## Information supplied
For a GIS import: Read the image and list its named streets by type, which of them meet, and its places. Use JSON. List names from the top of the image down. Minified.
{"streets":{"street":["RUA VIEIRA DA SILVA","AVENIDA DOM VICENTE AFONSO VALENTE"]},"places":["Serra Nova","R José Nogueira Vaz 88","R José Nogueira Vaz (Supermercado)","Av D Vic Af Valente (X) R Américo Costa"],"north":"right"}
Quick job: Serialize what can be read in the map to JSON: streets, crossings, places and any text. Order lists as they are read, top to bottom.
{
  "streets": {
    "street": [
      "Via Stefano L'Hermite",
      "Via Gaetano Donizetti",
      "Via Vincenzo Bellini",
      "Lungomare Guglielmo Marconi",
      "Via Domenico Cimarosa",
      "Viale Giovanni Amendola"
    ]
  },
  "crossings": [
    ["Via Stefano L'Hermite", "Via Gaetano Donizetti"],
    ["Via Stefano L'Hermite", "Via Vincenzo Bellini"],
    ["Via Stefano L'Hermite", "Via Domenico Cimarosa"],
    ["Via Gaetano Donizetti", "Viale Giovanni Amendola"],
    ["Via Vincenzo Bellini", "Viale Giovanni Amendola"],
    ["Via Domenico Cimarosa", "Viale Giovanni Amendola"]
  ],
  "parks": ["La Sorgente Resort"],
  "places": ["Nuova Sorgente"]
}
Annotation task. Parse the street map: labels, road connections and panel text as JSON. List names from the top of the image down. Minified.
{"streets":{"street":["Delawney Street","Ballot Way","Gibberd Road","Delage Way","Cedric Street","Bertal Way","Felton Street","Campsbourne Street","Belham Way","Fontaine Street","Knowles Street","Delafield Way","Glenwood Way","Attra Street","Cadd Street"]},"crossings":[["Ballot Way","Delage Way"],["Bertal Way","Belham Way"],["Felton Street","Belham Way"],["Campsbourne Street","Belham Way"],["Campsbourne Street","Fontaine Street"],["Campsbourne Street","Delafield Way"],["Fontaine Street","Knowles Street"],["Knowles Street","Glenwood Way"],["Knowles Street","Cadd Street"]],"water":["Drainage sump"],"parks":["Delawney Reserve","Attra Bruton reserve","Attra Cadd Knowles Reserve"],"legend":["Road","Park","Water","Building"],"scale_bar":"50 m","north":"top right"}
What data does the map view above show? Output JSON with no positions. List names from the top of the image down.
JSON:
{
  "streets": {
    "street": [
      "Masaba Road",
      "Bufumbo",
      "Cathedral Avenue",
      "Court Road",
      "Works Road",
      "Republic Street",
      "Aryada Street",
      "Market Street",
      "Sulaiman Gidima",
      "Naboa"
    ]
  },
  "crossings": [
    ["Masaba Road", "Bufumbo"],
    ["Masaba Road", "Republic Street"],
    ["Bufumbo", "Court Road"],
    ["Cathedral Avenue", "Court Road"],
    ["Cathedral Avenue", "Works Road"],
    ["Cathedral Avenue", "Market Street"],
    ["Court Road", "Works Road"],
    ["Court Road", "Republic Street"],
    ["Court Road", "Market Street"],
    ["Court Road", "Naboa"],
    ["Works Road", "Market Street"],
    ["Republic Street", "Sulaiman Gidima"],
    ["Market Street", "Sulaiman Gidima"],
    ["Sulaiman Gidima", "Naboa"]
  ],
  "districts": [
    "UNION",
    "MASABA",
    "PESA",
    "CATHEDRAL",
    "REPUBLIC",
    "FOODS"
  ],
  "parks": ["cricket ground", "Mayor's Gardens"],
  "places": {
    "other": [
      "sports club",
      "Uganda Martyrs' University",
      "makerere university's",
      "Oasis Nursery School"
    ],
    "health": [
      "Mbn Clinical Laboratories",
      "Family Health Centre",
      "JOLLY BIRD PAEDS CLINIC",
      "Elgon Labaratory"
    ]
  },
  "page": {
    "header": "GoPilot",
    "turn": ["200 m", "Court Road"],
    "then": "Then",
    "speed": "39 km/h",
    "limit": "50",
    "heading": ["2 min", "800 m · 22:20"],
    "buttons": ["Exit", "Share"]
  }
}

## Action item
Extract each entry in full, exactly as given.

## Task output
For a GIS import: Read the image and list its named streets by type, which of them meet, and its places. Use JSON. List names from the top of the image down. Minified.
{"streets":{"street":["RUA VIEIRA DA SILVA","AVENIDA DOM VICENTE AFONSO VALENTE"]},"places":["Serra Nova","R José Nogueira Vaz 88","R José Nogueira Vaz (Supermercado)","Av D Vic Af Valente (X) R Américo Costa"],"north":"right"}
Quick job: Serialize what can be read in the map to JSON: streets, crossings, places and any text. Order lists as they are read, top to bottom.
{
  "streets": {
    "street": [
      "Via Stefano L'Hermite",
      "Via Gaetano Donizetti",
      "Via Vincenzo Bellini",
      "Lungomare Guglielmo Marconi",
      "Via Domenico Cimarosa",
      "Viale Giovanni Amendola"
    ]
  },
  "crossings": [
    ["Via Stefano L'Hermite", "Via Gaetano Donizetti"],
    ["Via Stefano L'Hermite", "Via Vincenzo Bellini"],
    ["Via Stefano L'Hermite", "Via Domenico Cimarosa"],
    ["Via Gaetano Donizetti", "Viale Giovanni Amendola"],
    ["Via Vincenzo Bellini", "Viale Giovanni Amendola"],
    ["Via Domenico Cimarosa", "Viale Giovanni Amendola"]
  ],
  "parks": ["La Sorgente Resort"],
  "places": ["Nuova Sorgente"]
}
Annotation task. Parse the street map: labels, road connections and panel text as JSON. List names from the top of the image down. Minified.
{"streets":{"street":["Delawney Street","Ballot Way","Gibberd Road","Delage Way","Cedric Street","Bertal Way","Felton Street","Campsbourne Street","Belham Way","Fontaine Street","Knowles Street","Delafield Way","Glenwood Way","Attra Street","Cadd Street"]},"crossings":[["Ballot Way","Delage Way"],["Bertal Way","Belham Way"],["Felton Street","Belham Way"],["Campsbourne Street","Belham Way"],["Campsbourne Street","Fontaine Street"],["Campsbourne Street","Delafield Way"],["Fontaine Street","Knowles Street"],["Knowles Street","Glenwood Way"],["Knowles Street","Cadd Street"]],"water":["Drainage sump"],"parks":["Delawney Reserve","Attra Bruton reserve","Attra Cadd Knowles Reserve"],"legend":["Road","Park","Water","Building"],"scale_bar":"50 m","north":"top right"}
What data does the map view above show? Output JSON with no positions. List names from the top of the image down.
JSON:
{
  "streets": {
    "street": [
      "Masaba Road",
      "Bufumbo",
      "Cathedral Avenue",
      "Court Road",
      "Works Road",
      "Republic Street",
      "Aryada Street",
      "Market Street",
      "Sulaiman Gidima",
      "Naboa"
    ]
  },
  "crossings": [
    ["Masaba Road", "Bufumbo"],
    ["Masaba Road", "Republic Street"],
    ["Bufumbo", "Court Road"],
    ["Cathedral Avenue", "Court Road"],
    ["Cathedral Avenue", "Works Road"],
    ["Cathedral Avenue", "Market Street"],
    ["Court Road", "Works Road"],
    ["Court Road", "Republic Street"],
    ["Court Road", "Market Street"],
    ["Court Road", "Naboa"],
    ["Works Road", "Market Street"],
    ["Republic Street", "Sulaiman Gidima"],
    ["Market Street", "Sulaiman Gidima"],
    ["Sulaiman Gidima", "Naboa"]
  ],
  "districts": [
    "UNION",
    "MASABA",
    "PESA",
    "CATHEDRAL",
    "REPUBLIC",
    "FOODS"
  ],
  "parks": ["cricket ground", "Mayor's Gardens"],
  "places": {
    "other": [
      "sports club",
      "Uganda Martyrs' University",
      "makerere university's",
      "Oasis Nursery School"
    ],
    "health": [
      "Mbn Clinical Laboratories",
      "Family Health Centre",
      "JOLLY BIRD PAEDS CLINIC",
      "Elgon Labaratory"
    ]
  },
  "page": {
    "header": "GoPilot",
    "turn": ["200 m", "Court Road"],
    "then": "Then",
    "speed": "39 km/h",
    "limit": "50",
    "heading": ["2 min", "800 m · 22:20"],
    "buttons": ["Exit", "Share"]
  }
}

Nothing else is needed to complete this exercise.